Prompt: The listing below should be printed again word for word, without any images.

Supplied data:
━━━━━━━━━━━━━━━━━━━━━━━━━━━━━━
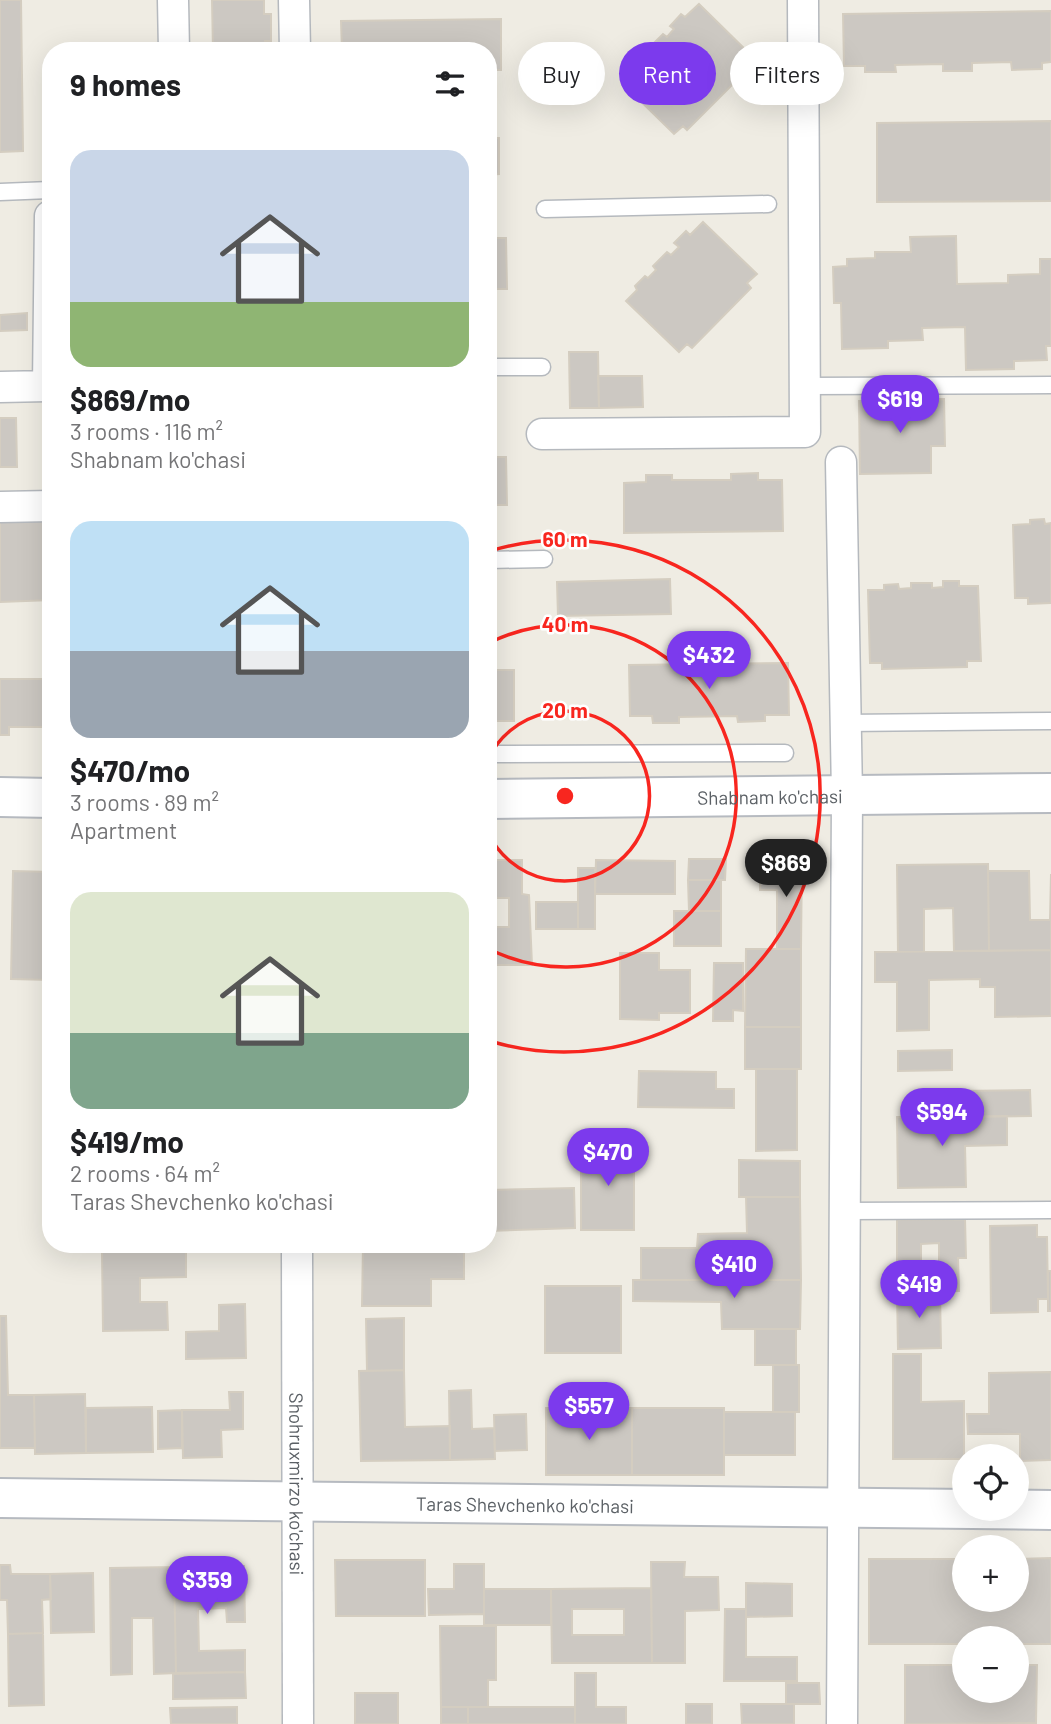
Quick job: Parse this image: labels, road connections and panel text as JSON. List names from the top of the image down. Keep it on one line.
{"streets":{"street":["Shabnam ko'chasi","Shohruxmirzo ko'chasi","Taras Shevchenko ko'chasi"]},"crossings":[["Shohruxmirzo ko'chasi","Taras Shevchenko ko'chasi"]],"page":{"chip":["Buy","Rent","Filters"],"heading":"9 homes","list":[{"name":"$869/mo","note":"3 rooms · 116 m² · Shabnam ko'chasi"},{"name":"$470/mo","note":"3 rooms · 89 m² · Apartment"},{"name":"$419/mo","note":"2 rooms · 64 m² · Taras Shevchenko ko'chasi"}],"price":["$619","$432","$869","$594","$470","$410","$419","$557","$359"],"map_buttons":["+","−"]},"rings":["60 m","40 m","20 m"]}
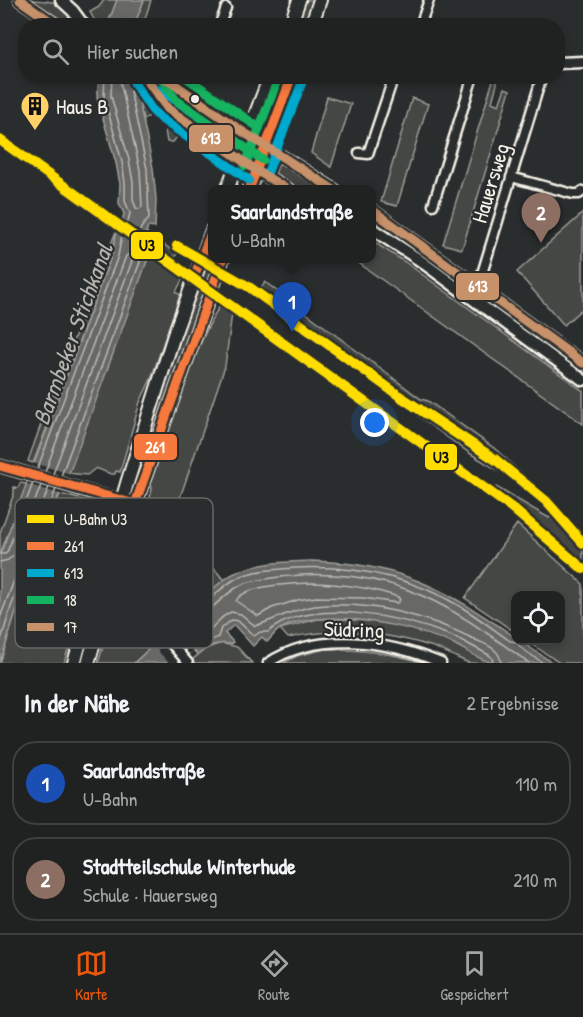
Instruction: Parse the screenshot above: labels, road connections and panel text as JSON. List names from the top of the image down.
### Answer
{
  "streets": {
    "street": ["Hauersweg", "Südring"]
  },
  "water": ["Barmbeker Stichkanal"],
  "places": {
    "building": ["Haus B"]
  },
  "lines": [
    "transit line 613",
    "transit line 261",
    "transit line 18",
    "transit line 17",
    "metro line U3"
  ],
  "legend": [
    "U-Bahn U3",
    "261",
    "613",
    "18",
    "17"
  ],
  "page": {
    "search": "Hier suchen",
    "popup": ["Saarlandstraße", "U-Bahn"],
    "pins": ["2", "1"],
    "heading": ["In der Nähe", "2 Ergebnisse"],
    "list": [
      {
        "mark": "1",
        "name": "Saarlandstraße",
        "note": "U-Bahn",
        "value": "110 m"
      },
      {
        "mark": "2",
        "name": "Stadtteilschule Winterhude",
        "note": "Schule · Hauersweg",
        "value": "210 m"
      }
    ],
    "nav": ["Karte", "Route", "Gespeichert"]
  }
}
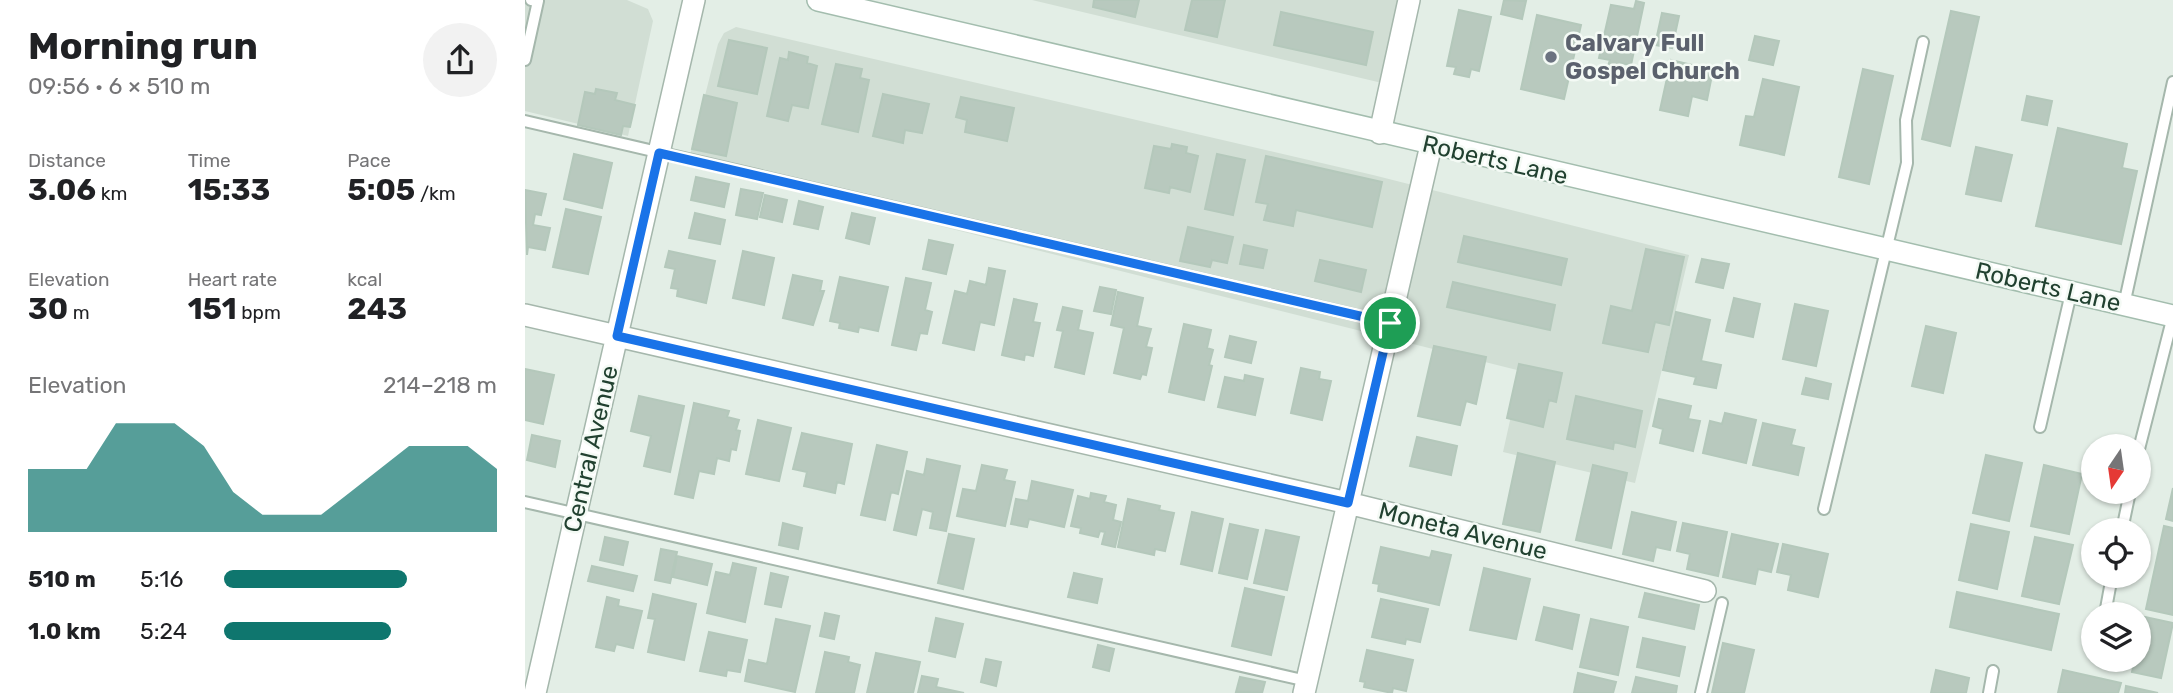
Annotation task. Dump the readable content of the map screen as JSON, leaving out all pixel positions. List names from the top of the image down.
{
  "streets": {
    "street": ["Roberts Lane", "Central Avenue", "Moneta Avenue"]
  },
  "crossings": [
    ["Central Avenue", "Moneta Avenue"]
  ],
  "places": ["Calvary Full Gospel Church"],
  "north": "bottom",
  "page": {
    "heading": ["Morning run", "09:56 · 6 × 510 m"],
    "stats": [
      ["Distance", "3.06 km"],
      ["Time", "15:33"],
      ["Pace", "5:05 /km"],
      ["Elevation", "30 m"],
      ["Heart rate", "151 bpm"],
      ["kcal", "243"]
    ],
    "chart": ["Elevation", "214–218 m"],
    "list": [
      {
        "name": "510 m",
        "note": "5:16"
      },
      {
        "name": "1.0 km",
        "note": "5:24"
      }
    ]
  }
}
━━━━━━━━━━━━━━━━━━━━━━━━━━━━━━
Task answer:
Quick job: Parse this image: labels, road connections and panel text as JSON. List names from the top of the image down. Keep it on one line.
{"streets":{"street":["Shabnam ko'chasi","Shohruxmirzo ko'chasi","Taras Shevchenko ko'chasi"]},"crossings":[["Shohruxmirzo ko'chasi","Taras Shevchenko ko'chasi"]],"page":{"chip":["Buy","Rent","Filters"],"heading":"9 homes","list":[{"name":"$869/mo","note":"3 rooms · 116 m² · Shabnam ko'chasi"},{"name":"$470/mo","note":"3 rooms · 89 m² · Apartment"},{"name":"$419/mo","note":"2 rooms · 64 m² · Taras Shevchenko ko'chasi"}],"price":["$619","$432","$869","$594","$470","$410","$419","$557","$359"],"map_buttons":["+","−"]},"rings":["60 m","40 m","20 m"]}
Instruction: Parse the screenshot above: labels, road connections and panel text as JSON. List names from the top of the image down.
### Answer
{
  "streets": {
    "street": ["Hauersweg", "Südring"]
  },
  "water": ["Barmbeker Stichkanal"],
  "places": {
    "building": ["Haus B"]
  },
  "lines": [
    "transit line 613",
    "transit line 261",
    "transit line 18",
    "transit line 17",
    "metro line U3"
  ],
  "legend": [
    "U-Bahn U3",
    "261",
    "613",
    "18",
    "17"
  ],
  "page": {
    "search": "Hier suchen",
    "popup": ["Saarlandstraße", "U-Bahn"],
    "pins": ["2", "1"],
    "heading": ["In der Nähe", "2 Ergebnisse"],
    "list": [
      {
        "mark": "1",
        "name": "Saarlandstraße",
        "note": "U-Bahn",
        "value": "110 m"
      },
      {
        "mark": "2",
        "name": "Stadtteilschule Winterhude",
        "note": "Schule · Hauersweg",
        "value": "210 m"
      }
    ],
    "nav": ["Karte", "Route", "Gespeichert"]
  }
}
Annotation task. Dump the readable content of the map screen as JSON, leaving out all pixel positions. List names from the top of the image down.
{
  "streets": {
    "street": ["Roberts Lane", "Central Avenue", "Moneta Avenue"]
  },
  "crossings": [
    ["Central Avenue", "Moneta Avenue"]
  ],
  "places": ["Calvary Full Gospel Church"],
  "north": "bottom",
  "page": {
    "heading": ["Morning run", "09:56 · 6 × 510 m"],
    "stats": [
      ["Distance", "3.06 km"],
      ["Time", "15:33"],
      ["Pace", "5:05 /km"],
      ["Elevation", "30 m"],
      ["Heart rate", "151 bpm"],
      ["kcal", "243"]
    ],
    "chart": ["Elevation", "214–218 m"],
    "list": [
      {
        "name": "510 m",
        "note": "5:16"
      },
      {
        "name": "1.0 km",
        "note": "5:24"
      }
    ]
  }
}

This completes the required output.